Associação denuncia falha legal que permite a condutores reprovados em Portugal obter carta noutros países e conduzir sem verificação, pondo em risco a segurança rodoviária.
Em Portugal, a segurança rodoviária pode estar a ser colocada em risco por uma falha legal que, segundo a Associação Nacional de Escolas de Condução (ANIECA), permite que milhares de condutores circulem nas nossas estradas sem qualquer teste de aptidão realizado no país.

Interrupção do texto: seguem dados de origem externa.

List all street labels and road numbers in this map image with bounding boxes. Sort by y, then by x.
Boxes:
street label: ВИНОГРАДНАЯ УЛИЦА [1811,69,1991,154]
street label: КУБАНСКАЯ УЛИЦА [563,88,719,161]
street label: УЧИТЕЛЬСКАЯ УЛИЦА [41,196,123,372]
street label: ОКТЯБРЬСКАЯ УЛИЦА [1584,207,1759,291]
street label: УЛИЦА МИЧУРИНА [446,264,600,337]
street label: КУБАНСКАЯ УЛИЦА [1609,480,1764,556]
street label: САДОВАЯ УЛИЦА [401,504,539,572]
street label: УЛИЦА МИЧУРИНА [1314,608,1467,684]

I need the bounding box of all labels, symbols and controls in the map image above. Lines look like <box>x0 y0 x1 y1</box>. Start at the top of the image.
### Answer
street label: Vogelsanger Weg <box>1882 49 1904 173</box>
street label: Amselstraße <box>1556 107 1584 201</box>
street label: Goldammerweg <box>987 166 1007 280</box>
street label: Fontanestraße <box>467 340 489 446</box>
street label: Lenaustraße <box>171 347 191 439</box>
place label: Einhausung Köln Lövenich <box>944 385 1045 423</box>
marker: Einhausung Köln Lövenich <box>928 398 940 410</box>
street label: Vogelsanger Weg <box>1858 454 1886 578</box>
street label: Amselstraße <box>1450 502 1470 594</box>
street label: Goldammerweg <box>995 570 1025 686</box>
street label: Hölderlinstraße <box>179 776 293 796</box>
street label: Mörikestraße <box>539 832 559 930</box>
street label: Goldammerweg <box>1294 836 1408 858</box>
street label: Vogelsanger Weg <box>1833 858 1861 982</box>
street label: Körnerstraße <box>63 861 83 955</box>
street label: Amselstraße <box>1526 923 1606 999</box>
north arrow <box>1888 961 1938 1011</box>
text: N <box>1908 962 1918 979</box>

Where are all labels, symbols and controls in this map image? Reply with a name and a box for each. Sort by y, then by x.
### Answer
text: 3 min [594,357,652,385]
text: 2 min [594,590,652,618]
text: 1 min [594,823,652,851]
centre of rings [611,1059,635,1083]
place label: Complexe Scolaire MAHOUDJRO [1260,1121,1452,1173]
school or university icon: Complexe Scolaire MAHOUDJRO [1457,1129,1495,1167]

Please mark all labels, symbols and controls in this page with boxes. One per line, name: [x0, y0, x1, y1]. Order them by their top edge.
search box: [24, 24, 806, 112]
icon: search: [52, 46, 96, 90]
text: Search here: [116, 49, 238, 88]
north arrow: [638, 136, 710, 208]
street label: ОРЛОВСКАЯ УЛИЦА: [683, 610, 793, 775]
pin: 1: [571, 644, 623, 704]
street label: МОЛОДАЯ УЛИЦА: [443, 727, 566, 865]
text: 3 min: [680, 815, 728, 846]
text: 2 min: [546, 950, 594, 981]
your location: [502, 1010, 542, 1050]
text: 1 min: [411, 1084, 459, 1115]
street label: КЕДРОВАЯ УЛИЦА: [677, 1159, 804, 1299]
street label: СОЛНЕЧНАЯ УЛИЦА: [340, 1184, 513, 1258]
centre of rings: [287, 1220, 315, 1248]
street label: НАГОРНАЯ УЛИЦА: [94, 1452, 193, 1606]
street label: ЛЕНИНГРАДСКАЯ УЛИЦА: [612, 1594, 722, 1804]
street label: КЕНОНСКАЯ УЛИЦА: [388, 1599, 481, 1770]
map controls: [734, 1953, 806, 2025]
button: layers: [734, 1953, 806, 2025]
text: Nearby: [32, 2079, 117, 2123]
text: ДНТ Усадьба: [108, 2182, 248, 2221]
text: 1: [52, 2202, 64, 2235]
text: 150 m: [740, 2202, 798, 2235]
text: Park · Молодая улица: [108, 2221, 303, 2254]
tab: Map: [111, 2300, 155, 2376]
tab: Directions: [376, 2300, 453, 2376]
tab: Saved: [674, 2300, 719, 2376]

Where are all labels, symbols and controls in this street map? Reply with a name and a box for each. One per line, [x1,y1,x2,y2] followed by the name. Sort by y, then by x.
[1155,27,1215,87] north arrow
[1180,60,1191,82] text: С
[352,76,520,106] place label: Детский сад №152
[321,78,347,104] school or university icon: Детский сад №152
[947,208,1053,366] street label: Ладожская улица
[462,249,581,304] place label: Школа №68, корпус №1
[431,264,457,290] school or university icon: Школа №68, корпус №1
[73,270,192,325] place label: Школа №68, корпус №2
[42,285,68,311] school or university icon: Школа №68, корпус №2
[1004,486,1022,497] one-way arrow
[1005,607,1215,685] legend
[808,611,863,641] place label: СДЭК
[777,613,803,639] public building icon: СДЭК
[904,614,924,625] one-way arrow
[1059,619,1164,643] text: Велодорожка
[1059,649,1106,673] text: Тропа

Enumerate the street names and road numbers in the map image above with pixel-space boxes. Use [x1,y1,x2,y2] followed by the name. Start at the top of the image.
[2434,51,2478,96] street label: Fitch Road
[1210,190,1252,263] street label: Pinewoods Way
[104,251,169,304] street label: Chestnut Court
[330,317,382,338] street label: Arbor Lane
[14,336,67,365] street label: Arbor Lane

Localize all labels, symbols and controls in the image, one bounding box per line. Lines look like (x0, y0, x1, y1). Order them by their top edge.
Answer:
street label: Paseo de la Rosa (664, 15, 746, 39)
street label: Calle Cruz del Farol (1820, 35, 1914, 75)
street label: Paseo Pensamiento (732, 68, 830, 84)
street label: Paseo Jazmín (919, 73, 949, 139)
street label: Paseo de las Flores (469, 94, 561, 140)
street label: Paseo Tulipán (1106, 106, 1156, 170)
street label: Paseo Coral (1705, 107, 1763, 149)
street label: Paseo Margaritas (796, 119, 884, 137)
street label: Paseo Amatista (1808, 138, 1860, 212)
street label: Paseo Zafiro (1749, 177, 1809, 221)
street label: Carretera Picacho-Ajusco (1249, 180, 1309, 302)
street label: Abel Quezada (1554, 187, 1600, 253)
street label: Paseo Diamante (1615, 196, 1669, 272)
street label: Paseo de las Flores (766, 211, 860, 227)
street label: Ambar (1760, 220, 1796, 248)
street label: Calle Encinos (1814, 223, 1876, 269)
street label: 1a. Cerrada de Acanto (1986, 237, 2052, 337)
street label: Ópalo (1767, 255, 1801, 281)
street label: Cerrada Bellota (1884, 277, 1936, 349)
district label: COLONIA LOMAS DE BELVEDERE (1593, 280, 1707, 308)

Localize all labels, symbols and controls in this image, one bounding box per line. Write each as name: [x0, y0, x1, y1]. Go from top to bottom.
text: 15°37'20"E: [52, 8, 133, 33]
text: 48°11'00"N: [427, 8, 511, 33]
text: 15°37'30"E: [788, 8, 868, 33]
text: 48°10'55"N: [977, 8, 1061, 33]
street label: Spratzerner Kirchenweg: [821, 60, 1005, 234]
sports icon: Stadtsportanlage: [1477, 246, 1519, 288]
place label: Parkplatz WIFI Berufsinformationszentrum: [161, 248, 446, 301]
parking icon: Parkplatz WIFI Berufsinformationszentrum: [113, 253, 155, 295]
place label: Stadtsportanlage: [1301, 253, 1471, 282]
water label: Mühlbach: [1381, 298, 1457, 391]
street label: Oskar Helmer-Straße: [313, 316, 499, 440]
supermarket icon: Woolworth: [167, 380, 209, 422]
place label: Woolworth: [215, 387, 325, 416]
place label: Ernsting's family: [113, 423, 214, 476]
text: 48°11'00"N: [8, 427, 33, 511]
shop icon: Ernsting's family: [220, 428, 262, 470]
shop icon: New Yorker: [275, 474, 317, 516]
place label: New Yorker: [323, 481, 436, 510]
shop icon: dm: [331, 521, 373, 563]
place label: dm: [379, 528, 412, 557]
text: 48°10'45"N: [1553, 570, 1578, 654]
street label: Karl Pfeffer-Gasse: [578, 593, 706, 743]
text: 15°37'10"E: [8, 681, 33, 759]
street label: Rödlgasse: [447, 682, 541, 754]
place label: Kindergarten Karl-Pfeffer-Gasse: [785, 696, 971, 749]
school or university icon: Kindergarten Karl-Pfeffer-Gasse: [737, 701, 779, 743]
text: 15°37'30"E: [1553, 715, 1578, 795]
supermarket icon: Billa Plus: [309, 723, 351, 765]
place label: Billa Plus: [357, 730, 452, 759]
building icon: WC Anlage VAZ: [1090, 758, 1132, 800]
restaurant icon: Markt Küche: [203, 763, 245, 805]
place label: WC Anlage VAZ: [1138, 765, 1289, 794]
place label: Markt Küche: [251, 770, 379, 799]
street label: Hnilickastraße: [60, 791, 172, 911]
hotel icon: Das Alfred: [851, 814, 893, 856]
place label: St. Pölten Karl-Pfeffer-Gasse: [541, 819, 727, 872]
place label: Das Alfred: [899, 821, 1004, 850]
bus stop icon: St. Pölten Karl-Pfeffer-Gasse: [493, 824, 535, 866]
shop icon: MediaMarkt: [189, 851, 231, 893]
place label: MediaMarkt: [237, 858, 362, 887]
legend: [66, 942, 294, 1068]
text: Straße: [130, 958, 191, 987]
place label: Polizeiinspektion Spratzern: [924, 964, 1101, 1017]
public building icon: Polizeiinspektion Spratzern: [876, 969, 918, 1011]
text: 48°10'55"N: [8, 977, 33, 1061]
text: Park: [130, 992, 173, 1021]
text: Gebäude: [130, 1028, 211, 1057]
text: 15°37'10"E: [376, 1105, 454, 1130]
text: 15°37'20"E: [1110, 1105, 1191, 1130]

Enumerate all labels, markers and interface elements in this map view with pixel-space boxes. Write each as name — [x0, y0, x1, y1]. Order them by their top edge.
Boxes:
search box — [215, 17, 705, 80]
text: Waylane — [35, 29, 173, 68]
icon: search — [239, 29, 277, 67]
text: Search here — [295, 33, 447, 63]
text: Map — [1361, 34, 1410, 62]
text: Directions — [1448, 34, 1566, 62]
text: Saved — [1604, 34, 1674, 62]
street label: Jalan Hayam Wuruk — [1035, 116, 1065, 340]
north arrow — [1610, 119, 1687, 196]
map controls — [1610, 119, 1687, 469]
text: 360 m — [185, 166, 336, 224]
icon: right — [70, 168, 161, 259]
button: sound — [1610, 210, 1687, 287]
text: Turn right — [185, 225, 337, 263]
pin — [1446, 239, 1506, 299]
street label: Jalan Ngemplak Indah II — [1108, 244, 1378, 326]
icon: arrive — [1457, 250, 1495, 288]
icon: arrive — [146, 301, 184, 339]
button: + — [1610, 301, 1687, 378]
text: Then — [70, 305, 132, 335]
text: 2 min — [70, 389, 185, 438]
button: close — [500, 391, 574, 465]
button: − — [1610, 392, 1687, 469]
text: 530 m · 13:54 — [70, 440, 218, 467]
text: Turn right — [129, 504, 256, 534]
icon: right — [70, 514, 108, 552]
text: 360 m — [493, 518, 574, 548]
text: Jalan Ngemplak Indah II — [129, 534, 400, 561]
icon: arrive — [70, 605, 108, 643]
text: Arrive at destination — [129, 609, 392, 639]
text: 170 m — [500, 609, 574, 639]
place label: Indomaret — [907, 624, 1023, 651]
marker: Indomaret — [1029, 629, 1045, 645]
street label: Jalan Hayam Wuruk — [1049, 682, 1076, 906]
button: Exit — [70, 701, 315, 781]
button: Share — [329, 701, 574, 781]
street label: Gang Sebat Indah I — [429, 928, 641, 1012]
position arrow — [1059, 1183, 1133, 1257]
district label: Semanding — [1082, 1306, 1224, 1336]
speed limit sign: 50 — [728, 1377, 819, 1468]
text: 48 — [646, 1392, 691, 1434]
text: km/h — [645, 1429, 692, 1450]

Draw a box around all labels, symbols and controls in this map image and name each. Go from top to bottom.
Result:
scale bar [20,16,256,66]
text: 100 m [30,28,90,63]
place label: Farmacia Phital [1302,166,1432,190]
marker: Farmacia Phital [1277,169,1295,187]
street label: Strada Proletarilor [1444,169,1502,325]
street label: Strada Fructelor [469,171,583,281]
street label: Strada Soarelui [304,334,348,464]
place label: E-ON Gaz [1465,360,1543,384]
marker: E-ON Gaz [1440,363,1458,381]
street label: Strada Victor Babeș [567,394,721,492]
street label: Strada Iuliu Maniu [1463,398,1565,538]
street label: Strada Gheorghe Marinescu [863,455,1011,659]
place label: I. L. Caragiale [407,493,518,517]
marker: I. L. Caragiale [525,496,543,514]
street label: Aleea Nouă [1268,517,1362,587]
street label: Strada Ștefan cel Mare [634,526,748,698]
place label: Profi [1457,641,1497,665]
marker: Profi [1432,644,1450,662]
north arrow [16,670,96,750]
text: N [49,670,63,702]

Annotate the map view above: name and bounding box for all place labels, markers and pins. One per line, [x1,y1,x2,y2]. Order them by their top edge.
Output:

A polémica começa com o Decreto-Lei n.º 46/2022, que abriu a porta para que cidadãos com cartas de condução emitidas por países da Comunidade dos Países de Língua Portuguesa (CPLP) e da Organização para a Cooperação e Desenvolvimento Económico (OCDE) possam conduzir legalmente em Portugal, mesmo que nunca tenham sido avaliados pelas regras e padrões nacionais.
Na prática, isto significa que qualquer pessoa com carta emitida no seu país de origem – desde que pertença a estas organizações – pode pegar no carro e conduzir por território português sem validação das suas competências, sem exame, sem verificação prática das suas capacidades.
Um risco real para a segurança nas estradas portuguesas
De acordo com a ANIECA, mais de 150 países fora da União Europeia têm os seus condutores autorizados a circular em Portugal com a carta emitida no seu país, sem que o Estado português confirme se conhecem e aplicam as regras de condução nacionais.
O risco aumenta quando existe troca direta do título estrangeiro por uma carta portuguesa, processo que também dispensa qualquer prova de aptidão. E, para agravar a situação, há acordos de reciprocidade com mais de 80 países, onde essa troca é feita sem qualquer exame adicional.
O fenómeno do “turismo da carta de condução”
Este vazio legal tem dado origem a uma prática que a ANIECA apelida de “turismo da carta de condução”:
- Um candidato reprova no exame de condução em Portugal.
- Viaja para outro país com regras menos exigentes.
- Obtém lá a carta de condução.
- Regressa a Portugal e conduz legalmente, ou troca o título estrangeiro por um português.
O presidente da ANIECA, António Reis, alerta que esta brecha coloca a segurança rodoviária em perigo e pede uma revisão urgente do regime, lembrando que “a conveniência administrativa e os interesses económicos não podem sobrepor-se à segurança nas estradas”.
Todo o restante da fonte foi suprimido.